# TASK
Would you write out, word for word, each line of the records below from the top through the one holding "12px 9px;padding:0 6px;border:3px"?

# TASK INPUT

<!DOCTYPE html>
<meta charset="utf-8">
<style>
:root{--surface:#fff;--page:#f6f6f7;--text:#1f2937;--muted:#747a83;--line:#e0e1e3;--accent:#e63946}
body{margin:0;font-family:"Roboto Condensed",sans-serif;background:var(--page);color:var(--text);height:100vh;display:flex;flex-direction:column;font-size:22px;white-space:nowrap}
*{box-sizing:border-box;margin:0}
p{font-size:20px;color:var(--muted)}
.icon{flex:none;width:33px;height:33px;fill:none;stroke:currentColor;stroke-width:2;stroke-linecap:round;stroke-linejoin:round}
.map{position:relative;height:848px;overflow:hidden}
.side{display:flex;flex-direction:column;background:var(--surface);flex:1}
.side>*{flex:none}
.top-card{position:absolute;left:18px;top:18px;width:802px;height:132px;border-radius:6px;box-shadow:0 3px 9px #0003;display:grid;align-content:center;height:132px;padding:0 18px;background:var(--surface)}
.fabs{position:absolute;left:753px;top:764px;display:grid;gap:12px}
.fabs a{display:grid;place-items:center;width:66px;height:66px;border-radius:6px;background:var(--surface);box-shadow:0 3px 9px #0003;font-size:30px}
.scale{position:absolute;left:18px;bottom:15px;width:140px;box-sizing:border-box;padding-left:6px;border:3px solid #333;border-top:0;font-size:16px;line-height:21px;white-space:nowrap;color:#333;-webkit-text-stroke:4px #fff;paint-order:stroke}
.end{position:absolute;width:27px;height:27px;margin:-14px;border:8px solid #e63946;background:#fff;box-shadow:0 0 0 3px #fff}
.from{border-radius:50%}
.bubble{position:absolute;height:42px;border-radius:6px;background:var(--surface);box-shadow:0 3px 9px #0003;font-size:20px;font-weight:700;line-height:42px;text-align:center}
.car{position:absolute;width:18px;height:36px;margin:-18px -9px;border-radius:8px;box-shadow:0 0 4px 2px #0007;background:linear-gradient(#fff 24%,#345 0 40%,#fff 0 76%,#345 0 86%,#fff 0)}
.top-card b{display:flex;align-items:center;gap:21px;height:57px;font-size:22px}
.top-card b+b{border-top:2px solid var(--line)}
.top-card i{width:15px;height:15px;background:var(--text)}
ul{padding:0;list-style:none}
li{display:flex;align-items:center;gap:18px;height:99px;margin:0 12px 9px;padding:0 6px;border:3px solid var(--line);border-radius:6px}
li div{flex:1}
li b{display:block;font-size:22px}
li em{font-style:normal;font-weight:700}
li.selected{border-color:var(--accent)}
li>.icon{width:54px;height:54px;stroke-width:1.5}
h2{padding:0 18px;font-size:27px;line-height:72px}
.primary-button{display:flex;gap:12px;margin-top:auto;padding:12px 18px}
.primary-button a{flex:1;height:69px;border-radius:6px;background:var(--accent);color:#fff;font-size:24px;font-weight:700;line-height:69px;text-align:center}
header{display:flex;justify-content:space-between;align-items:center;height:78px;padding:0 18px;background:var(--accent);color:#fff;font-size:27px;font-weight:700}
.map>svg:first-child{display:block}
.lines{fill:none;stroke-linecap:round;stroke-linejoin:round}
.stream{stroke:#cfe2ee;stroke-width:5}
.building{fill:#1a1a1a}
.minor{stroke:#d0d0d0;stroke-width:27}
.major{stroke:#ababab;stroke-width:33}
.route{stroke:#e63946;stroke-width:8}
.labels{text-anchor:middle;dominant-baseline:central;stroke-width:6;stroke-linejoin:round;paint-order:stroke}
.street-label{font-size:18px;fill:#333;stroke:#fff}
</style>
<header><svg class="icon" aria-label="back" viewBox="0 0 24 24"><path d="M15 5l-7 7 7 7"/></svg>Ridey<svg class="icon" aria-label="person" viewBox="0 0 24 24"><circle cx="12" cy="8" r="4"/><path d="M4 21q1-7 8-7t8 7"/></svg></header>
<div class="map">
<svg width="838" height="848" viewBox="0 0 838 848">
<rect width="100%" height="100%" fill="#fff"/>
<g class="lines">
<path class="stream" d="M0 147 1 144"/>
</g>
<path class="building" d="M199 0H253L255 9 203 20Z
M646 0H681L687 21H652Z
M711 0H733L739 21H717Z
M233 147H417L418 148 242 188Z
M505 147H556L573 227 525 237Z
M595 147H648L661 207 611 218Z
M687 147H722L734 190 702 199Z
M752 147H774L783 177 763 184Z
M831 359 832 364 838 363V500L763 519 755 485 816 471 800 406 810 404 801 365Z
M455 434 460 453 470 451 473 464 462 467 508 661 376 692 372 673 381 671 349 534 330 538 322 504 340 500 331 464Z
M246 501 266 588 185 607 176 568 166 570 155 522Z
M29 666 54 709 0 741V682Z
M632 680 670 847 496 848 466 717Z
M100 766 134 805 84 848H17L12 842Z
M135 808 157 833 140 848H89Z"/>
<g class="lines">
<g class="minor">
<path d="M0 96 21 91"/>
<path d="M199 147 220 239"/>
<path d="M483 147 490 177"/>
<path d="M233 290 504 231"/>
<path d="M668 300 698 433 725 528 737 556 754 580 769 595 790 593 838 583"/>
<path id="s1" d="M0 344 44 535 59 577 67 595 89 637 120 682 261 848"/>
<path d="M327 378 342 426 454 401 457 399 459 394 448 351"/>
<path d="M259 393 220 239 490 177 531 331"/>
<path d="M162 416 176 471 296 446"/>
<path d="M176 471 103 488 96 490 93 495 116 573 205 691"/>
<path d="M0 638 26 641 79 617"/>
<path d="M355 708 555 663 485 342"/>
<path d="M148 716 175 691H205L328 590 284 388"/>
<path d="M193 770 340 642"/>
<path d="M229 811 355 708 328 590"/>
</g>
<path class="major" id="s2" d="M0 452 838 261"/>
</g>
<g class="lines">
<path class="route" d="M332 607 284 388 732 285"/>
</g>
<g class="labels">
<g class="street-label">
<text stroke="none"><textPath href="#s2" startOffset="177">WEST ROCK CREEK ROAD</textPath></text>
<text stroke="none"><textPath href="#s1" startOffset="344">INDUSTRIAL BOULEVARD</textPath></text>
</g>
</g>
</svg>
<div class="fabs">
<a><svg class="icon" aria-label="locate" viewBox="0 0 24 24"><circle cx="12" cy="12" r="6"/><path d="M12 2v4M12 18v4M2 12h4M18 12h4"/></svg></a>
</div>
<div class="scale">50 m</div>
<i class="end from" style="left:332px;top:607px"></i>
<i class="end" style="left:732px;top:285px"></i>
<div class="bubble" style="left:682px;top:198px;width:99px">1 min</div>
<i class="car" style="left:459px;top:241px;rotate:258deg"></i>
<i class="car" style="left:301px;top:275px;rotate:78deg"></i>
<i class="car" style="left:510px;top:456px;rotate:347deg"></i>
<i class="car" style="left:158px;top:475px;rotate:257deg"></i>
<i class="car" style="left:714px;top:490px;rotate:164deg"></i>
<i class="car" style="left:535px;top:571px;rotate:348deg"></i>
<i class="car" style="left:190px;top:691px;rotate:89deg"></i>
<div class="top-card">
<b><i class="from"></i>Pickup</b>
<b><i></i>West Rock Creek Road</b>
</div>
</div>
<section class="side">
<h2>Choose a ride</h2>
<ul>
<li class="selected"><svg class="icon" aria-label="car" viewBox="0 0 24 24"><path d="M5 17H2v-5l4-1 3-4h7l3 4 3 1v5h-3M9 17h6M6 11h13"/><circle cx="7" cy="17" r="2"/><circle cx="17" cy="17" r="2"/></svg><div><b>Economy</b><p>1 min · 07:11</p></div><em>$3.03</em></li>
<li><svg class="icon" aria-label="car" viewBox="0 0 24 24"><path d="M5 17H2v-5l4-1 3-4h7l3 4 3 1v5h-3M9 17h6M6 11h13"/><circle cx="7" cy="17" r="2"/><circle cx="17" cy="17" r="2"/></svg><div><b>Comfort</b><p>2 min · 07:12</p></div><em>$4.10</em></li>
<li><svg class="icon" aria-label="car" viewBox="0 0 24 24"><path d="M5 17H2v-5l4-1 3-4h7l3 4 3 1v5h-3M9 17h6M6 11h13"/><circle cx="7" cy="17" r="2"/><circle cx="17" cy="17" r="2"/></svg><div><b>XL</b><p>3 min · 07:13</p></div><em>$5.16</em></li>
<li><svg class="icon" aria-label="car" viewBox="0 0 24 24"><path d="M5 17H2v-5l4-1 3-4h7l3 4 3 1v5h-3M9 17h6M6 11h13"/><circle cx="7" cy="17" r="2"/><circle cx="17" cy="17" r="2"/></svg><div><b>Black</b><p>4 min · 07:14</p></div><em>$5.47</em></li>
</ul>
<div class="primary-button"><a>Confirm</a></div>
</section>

# FINAL ANSWER
<!DOCTYPE html>
<meta charset="utf-8">
<style>
:root{--surface:#fff;--page:#f6f6f7;--text:#1f2937;--muted:#747a83;--line:#e0e1e3;--accent:#e63946}
body{margin:0;font-family:"Roboto Condensed",sans-serif;background:var(--page);color:var(--text);height:100vh;display:flex;flex-direction:column;font-size:22px;white-space:nowrap}
*{box-sizing:border-box;margin:0}
p{font-size:20px;color:var(--muted)}
.icon{flex:none;width:33px;height:33px;fill:none;stroke:currentColor;stroke-width:2;stroke-linecap:round;stroke-linejoin:round}
.map{position:relative;height:848px;overflow:hidden}
.side{display:flex;flex-direction:column;background:var(--surface);flex:1}
.side>*{flex:none}
.top-card{position:absolute;left:18px;top:18px;width:802px;height:132px;border-radius:6px;box-shadow:0 3px 9px #0003;display:grid;align-content:center;height:132px;padding:0 18px;background:var(--surface)}
.fabs{position:absolute;left:753px;top:764px;display:grid;gap:12px}
.fabs a{display:grid;place-items:center;width:66px;height:66px;border-radius:6px;background:var(--surface);box-shadow:0 3px 9px #0003;font-size:30px}
.scale{position:absolute;left:18px;bottom:15px;width:140px;box-sizing:border-box;padding-left:6px;border:3px solid #333;border-top:0;font-size:16px;line-height:21px;white-space:nowrap;color:#333;-webkit-text-stroke:4px #fff;paint-order:stroke}
.end{position:absolute;width:27px;height:27px;margin:-14px;border:8px solid #e63946;background:#fff;box-shadow:0 0 0 3px #fff}
.from{border-radius:50%}
.bubble{position:absolute;height:42px;border-radius:6px;background:var(--surface);box-shadow:0 3px 9px #0003;font-size:20px;font-weight:700;line-height:42px;text-align:center}
.car{position:absolute;width:18px;height:36px;margin:-18px -9px;border-radius:8px;box-shadow:0 0 4px 2px #0007;background:linear-gradient(#fff 24%,#345 0 40%,#fff 0 76%,#345 0 86%,#fff 0)}
.top-card b{display:flex;align-items:center;gap:21px;height:57px;font-size:22px}
.top-card b+b{border-top:2px solid var(--line)}
.top-card i{width:15px;height:15px;background:var(--text)}
ul{padding:0;list-style:none}
li{display:flex;align-items:center;gap:18px;height:99px;margin:0 12px 9px;padding:0 6px;border:3px solid var(--line);border-radius:6px}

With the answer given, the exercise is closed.